:: TASK REQUIREMENTS ::
Look at the data below and print exactly the lines from its first line through the line with "Read this screen"; the pictures stay out of the copy.

(Collected data)
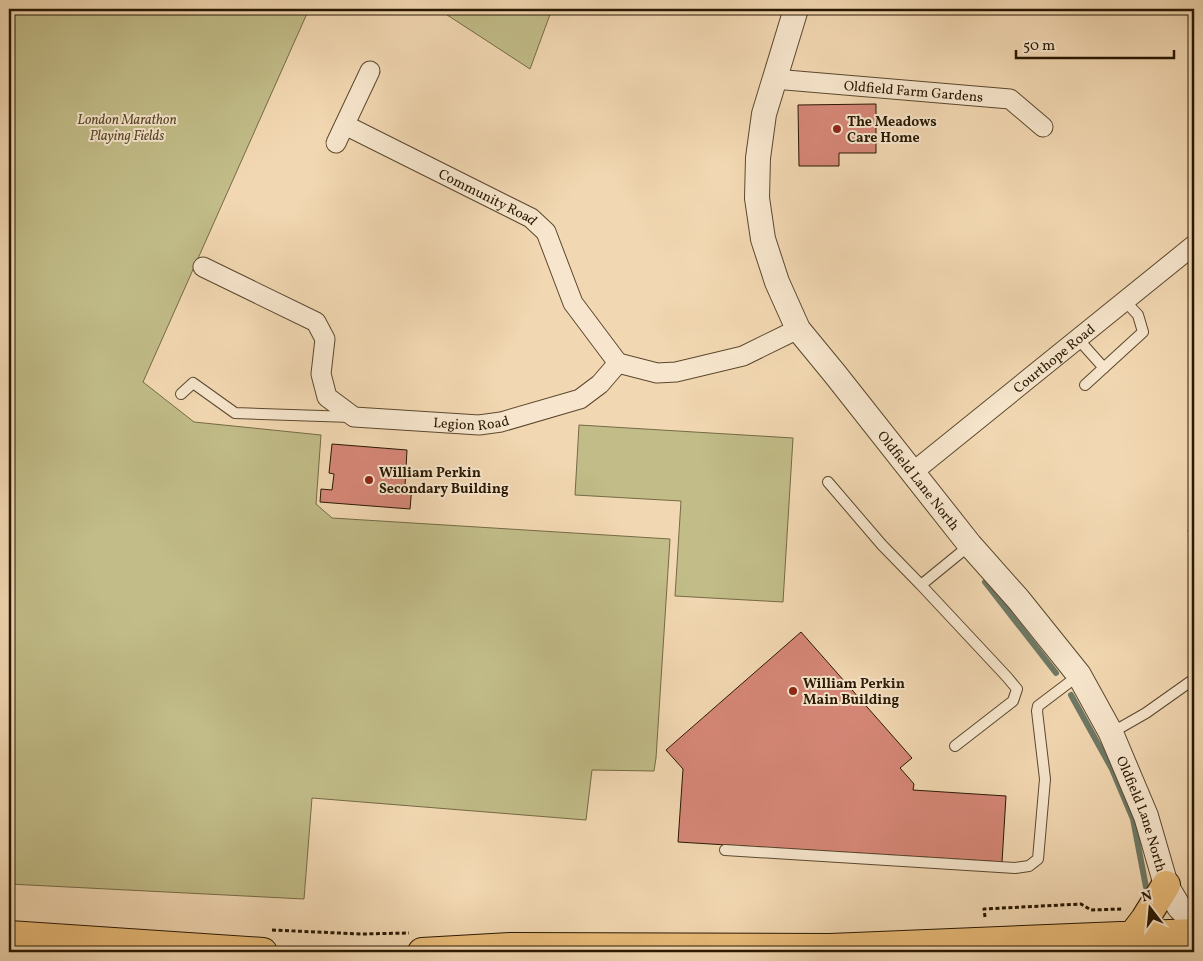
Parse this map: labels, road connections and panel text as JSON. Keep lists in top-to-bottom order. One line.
{"streets":{"street":["Oldfield Farm Gardens","Community Road","Courthope Road","Legion Road","Oldfield Lane North"]},"crossings":[["Oldfield Farm Gardens","Oldfield Lane North"],["Community Road","Legion Road"],["Courthope Road","Oldfield Lane North"]],"parks":["London Marathon Playing Fields"],"places":["The Meadows Care Home","William Perkin Secondary Building","William Perkin Main Building"],"scale_bar":"50 m","north":"top"}
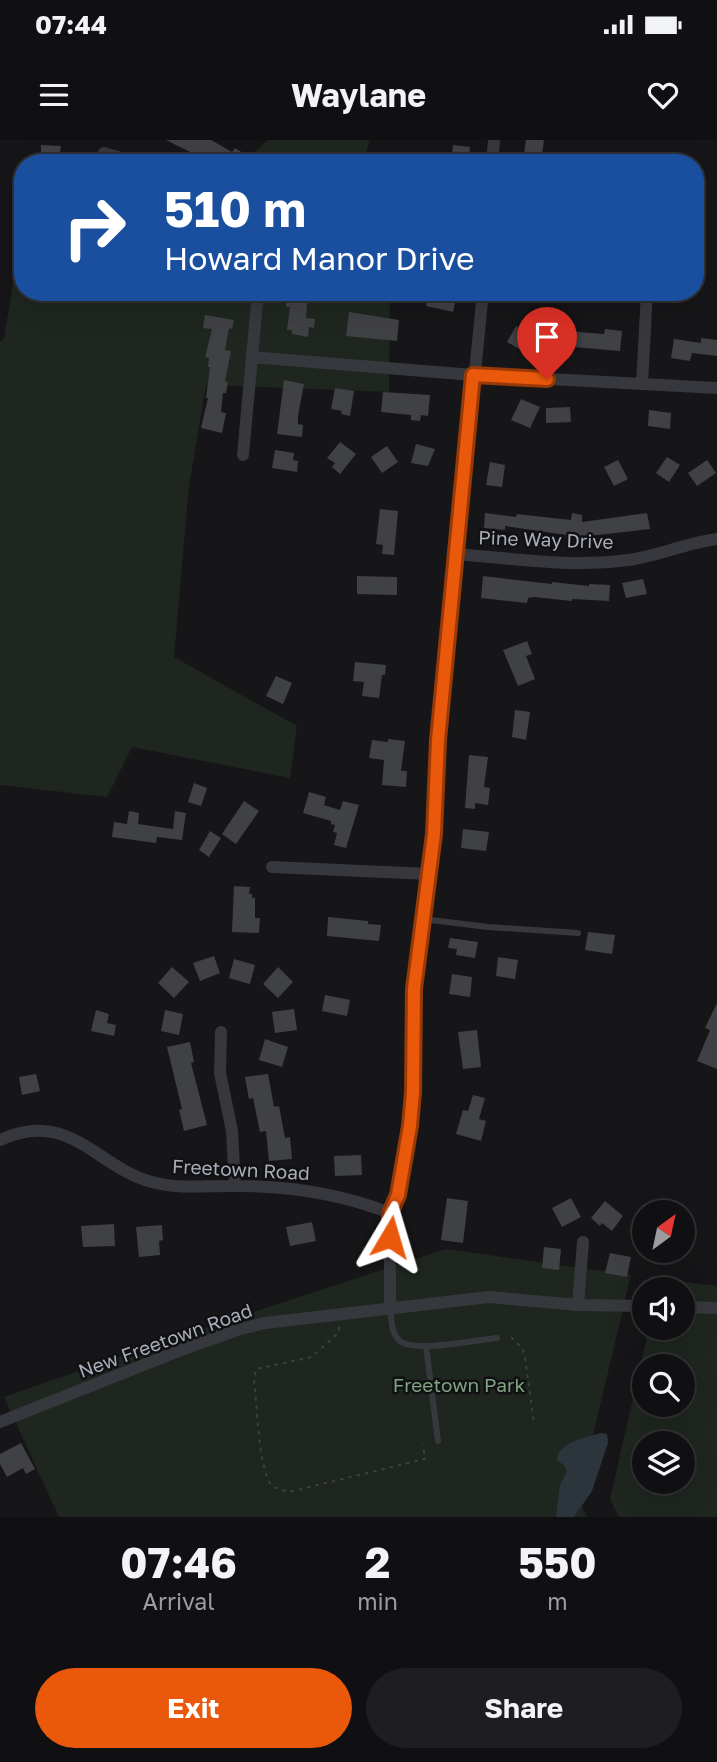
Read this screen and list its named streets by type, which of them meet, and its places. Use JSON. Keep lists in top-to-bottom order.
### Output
{
  "streets": {
    "street": ["Pine Way Drive", "Freetown Road", "New Freetown Road"]
  },
  "parks": ["Freetown Park"],
  "north": "top right",
  "page": {
    "status": "07:44",
    "header": "Waylane",
    "turn": ["510 m", "Howard Manor Drive"],
    "eta": [
      "07:46",
      "Arrival",
      "2",
      "min",
      "550",
      "m"
    ],
    "buttons": ["Exit", "Share"]
  }
}
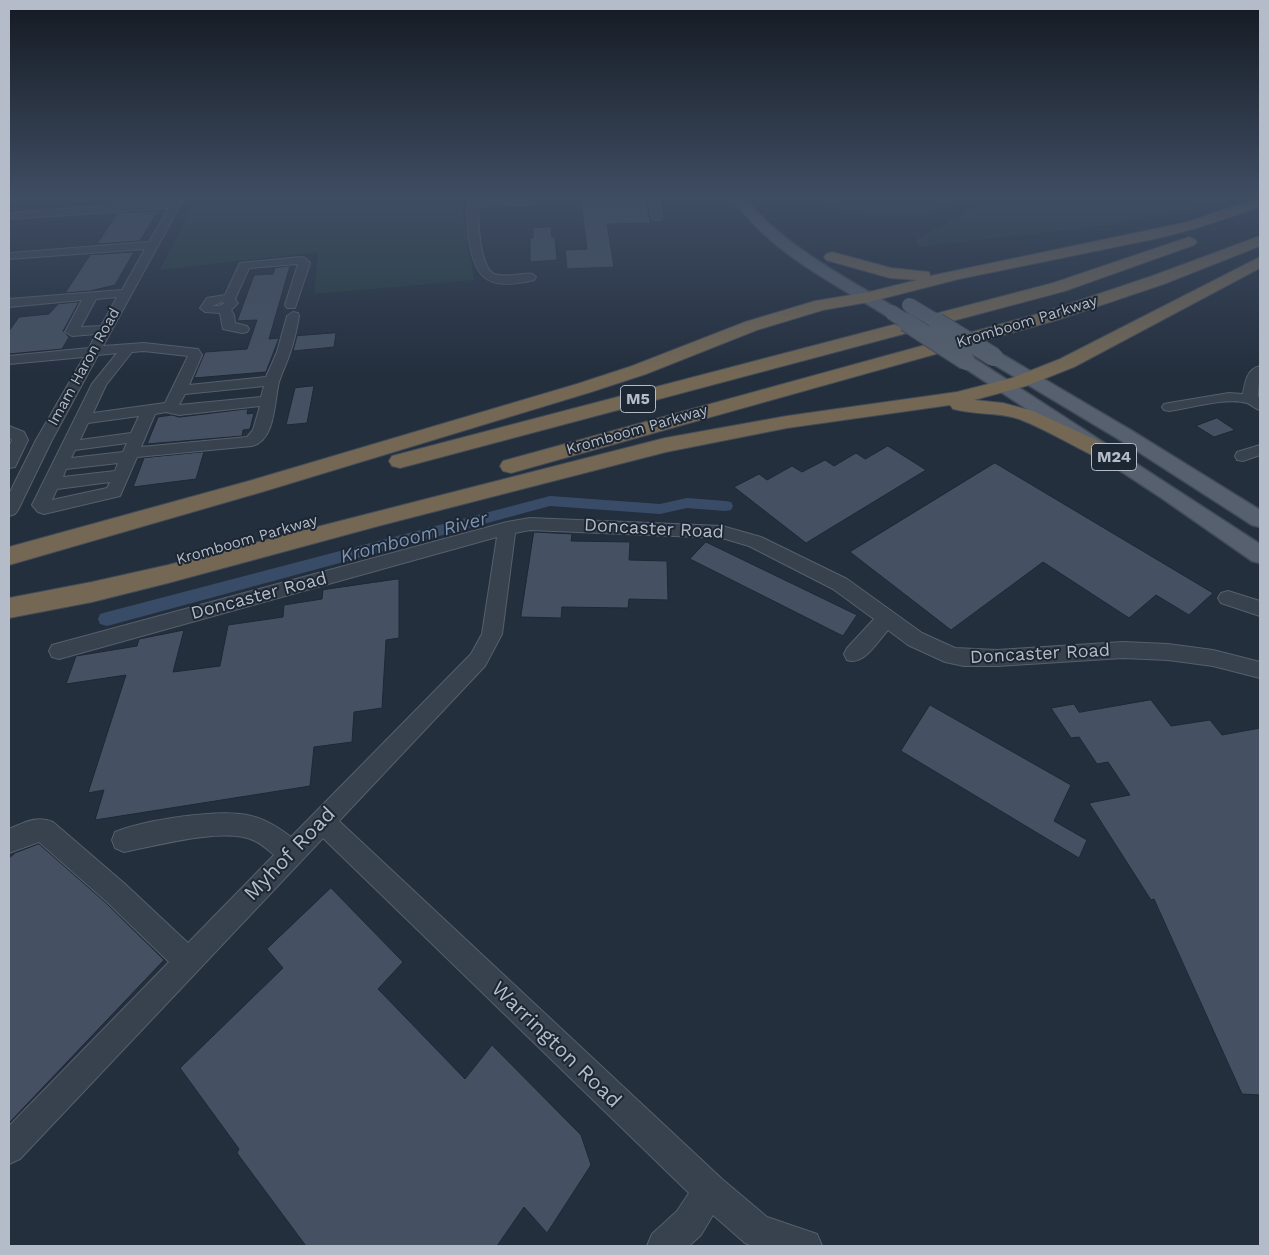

:: YOUR SOLUTION ::
Parse this map: labels, road connections and panel text as JSON. Keep lists in top-to-bottom order. One line.
{"streets":{"street":["Oldfield Farm Gardens","Community Road","Courthope Road","Legion Road","Oldfield Lane North"]},"crossings":[["Oldfield Farm Gardens","Oldfield Lane North"],["Community Road","Legion Road"],["Courthope Road","Oldfield Lane North"]],"parks":["London Marathon Playing Fields"],"places":["The Meadows Care Home","William Perkin Secondary Building","William Perkin Main Building"],"scale_bar":"50 m","north":"top"}
Read this screen and list its named streets by type, which of them meet, and its places. Use JSON. Keep lists in top-to-bottom order.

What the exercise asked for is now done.